Fasinating how draining Twitter is…

At first it’s interesting. There’s a stream of “new” data and ideas.

You interact because some people are funny, and if you’re lonely you’re reaching out to other humans, trying to connect.

There are positive connections but generally they’re temporary. When they go away as they inevitably do, it hurts in a way. It’s not a major hurt but suddenly you’re unimportant in someone else’s life and you wonder if / what you did wrong that made them go away. What changed between this week and last week? Are they just busy, or did they find someone more interesting? With the possibility of thousands of followers all interacting or attempting to interact daily or hourly if you fall of the edge of the map it usually goes unnoticed.

This has the potential to make any loneliness a person may feel, much sharper. 

Some people will move on without paying much attention, after all, there are literally thousands of other people. Some people won’t notice, and others, those with few followers may be devastated.

Everyone is clamoring for attention “Pick Me, See Me, Talk to me”, and yet the satisfaction provided is not sustaining.

In my observations of the “Twitterverse” I’ve started to understand this and noticed a few other things too. 

Twitter has a lot of really shitty, stupid, and narcissistic people. I can only imagine what TikTok or other platforms are like.
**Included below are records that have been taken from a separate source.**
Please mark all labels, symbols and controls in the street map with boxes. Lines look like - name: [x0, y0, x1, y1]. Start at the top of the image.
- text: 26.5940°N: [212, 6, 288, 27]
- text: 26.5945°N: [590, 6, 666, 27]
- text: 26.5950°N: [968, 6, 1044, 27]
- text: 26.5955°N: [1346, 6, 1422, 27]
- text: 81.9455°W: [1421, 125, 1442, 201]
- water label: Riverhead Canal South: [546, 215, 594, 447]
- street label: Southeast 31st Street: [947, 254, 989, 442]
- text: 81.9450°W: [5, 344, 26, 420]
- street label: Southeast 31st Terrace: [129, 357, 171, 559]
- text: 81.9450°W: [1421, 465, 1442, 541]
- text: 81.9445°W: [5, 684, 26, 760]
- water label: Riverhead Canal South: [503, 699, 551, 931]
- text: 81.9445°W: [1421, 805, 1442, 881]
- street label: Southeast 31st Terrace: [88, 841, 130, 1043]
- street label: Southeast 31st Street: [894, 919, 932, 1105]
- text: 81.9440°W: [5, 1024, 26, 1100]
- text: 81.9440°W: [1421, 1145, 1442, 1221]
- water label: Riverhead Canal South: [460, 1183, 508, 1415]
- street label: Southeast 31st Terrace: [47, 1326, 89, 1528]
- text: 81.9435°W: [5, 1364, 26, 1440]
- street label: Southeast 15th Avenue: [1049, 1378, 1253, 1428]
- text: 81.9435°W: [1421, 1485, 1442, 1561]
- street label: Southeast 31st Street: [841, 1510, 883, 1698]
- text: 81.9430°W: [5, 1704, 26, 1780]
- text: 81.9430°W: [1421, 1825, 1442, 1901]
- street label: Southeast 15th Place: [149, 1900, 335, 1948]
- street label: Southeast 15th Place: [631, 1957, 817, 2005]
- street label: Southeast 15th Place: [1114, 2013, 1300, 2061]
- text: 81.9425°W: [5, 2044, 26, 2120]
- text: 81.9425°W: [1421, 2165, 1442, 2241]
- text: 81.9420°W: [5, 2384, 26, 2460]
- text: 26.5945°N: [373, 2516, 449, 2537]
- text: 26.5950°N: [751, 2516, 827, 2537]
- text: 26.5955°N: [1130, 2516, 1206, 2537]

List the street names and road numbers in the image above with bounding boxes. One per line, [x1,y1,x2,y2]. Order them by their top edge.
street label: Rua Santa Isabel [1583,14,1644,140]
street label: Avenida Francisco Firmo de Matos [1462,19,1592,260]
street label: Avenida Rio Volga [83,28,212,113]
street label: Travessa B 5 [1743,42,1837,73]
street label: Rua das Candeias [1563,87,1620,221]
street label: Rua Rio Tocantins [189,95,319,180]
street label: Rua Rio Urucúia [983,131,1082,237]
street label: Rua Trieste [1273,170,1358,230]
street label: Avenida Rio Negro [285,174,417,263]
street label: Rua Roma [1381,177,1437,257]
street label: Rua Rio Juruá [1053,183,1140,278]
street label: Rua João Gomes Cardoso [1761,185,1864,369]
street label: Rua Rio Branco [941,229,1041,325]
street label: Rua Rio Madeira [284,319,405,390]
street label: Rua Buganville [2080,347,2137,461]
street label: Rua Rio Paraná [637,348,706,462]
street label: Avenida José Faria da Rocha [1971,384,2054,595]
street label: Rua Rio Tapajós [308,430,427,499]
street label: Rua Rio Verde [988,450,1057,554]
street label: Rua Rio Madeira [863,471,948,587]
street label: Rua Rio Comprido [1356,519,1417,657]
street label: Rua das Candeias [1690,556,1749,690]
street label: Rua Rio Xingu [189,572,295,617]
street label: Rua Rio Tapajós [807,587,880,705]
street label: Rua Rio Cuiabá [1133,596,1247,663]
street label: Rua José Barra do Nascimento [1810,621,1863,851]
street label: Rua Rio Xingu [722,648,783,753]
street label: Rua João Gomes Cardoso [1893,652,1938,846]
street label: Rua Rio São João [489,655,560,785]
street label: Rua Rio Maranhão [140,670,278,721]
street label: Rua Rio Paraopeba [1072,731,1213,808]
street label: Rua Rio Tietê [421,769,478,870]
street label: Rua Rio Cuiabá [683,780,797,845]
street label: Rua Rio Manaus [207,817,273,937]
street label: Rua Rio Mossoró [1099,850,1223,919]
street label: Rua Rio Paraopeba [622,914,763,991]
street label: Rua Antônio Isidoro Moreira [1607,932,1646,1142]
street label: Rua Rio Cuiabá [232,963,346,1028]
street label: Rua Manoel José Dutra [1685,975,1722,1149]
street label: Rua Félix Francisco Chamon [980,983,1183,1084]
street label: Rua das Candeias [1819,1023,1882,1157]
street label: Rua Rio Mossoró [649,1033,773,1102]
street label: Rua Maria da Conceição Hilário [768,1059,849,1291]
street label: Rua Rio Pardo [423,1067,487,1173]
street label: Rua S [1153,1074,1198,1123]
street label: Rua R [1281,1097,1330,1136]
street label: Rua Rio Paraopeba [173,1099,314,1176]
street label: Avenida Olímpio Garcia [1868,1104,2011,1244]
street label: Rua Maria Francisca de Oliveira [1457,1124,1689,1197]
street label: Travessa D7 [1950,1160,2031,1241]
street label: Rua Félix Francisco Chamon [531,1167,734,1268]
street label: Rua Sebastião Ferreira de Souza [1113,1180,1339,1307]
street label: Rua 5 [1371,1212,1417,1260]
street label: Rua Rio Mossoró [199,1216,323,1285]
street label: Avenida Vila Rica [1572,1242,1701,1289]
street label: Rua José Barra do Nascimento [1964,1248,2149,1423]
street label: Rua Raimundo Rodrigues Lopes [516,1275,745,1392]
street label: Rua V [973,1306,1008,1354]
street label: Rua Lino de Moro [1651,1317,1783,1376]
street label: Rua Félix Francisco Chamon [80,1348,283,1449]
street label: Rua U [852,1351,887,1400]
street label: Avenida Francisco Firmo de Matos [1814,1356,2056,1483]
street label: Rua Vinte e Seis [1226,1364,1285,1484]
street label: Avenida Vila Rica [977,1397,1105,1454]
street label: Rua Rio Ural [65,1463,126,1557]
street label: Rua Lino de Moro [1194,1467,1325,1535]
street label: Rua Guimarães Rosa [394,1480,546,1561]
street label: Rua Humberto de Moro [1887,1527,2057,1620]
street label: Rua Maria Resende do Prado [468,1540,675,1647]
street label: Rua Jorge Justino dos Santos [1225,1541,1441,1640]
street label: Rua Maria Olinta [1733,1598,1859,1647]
For someone like me, seeing that level of stupid or meanness is super depressing. This is especially true when the Twitter Stream is like a broken sewer pipe of shit. It wouldn’t take me long based on a raw Twitter feed to decide that humanity needed to be nuked.

Even if Twitter represented only a fractional part of humanity, it’s pretty clear the species is doomed. Dropping nukes might be a mercy.

The fact that it’s monetized and you can apparently make reasonable money using Twitter, in some cases brings out the absolute worst in people.

The parody accounts are sometimes funny but in other cases are even more depressing because sometimes you’re transfixed by the sheer insanity. You’d never normally watch some of the shit, but it’s like watching an accident, you can’t look away. Then you have to try to unsee what you saw and are depressed about being pulled into it in the first place.

The “Free Energy” Twitter accounts are really depressing for someone like me. Time and time again, the “free energy” person has “figured out” how to make an electric motor.  Something that’s been known for 200 years or so. However, because apparently Science isn’t being taught in school anymore, these people think they’ve got something new. 

All the free energy people succeed in demonstrating is that a rather substantial part of humanity isn’t more than two steps away from seeking out an old crone to “cast the bones” about next years harvest.

That’s really depressing!

So much potential wasted, so many petty people, so much ignorance.

Much of which could be addressed and improved if sites like Twitter and the internet in general weren’t intellectual wastelands.

How many African American fights do I need to see happen in a fast food joint? How many weaves need to be snatched off a fat chicks head before any shame is felt?

Twitter and sites like it pander to the lowest common denominator. In doing so, they drag the rest of us down into the gutter.

I’ve come to the conclusion that Twitter is not healthy, not even a little bit.

I rather think that cigarette smoking is a healthier pursuit. 

I’m speaking of Twitter because I long ago gave up on FaceBook and all the rest. I have a twitter account and I’m considering deleting it. This is actually the second twitter account I’ve had. I’d forgotten why I deleted the first one. Now that I remember, do I delete this one too, or should I simply stop using it then check in only when someone sends me something from Twitter.

Yes, I know Twitter is called X now, but typing “X” in sentences play hell with auto correct and spelling subroutines.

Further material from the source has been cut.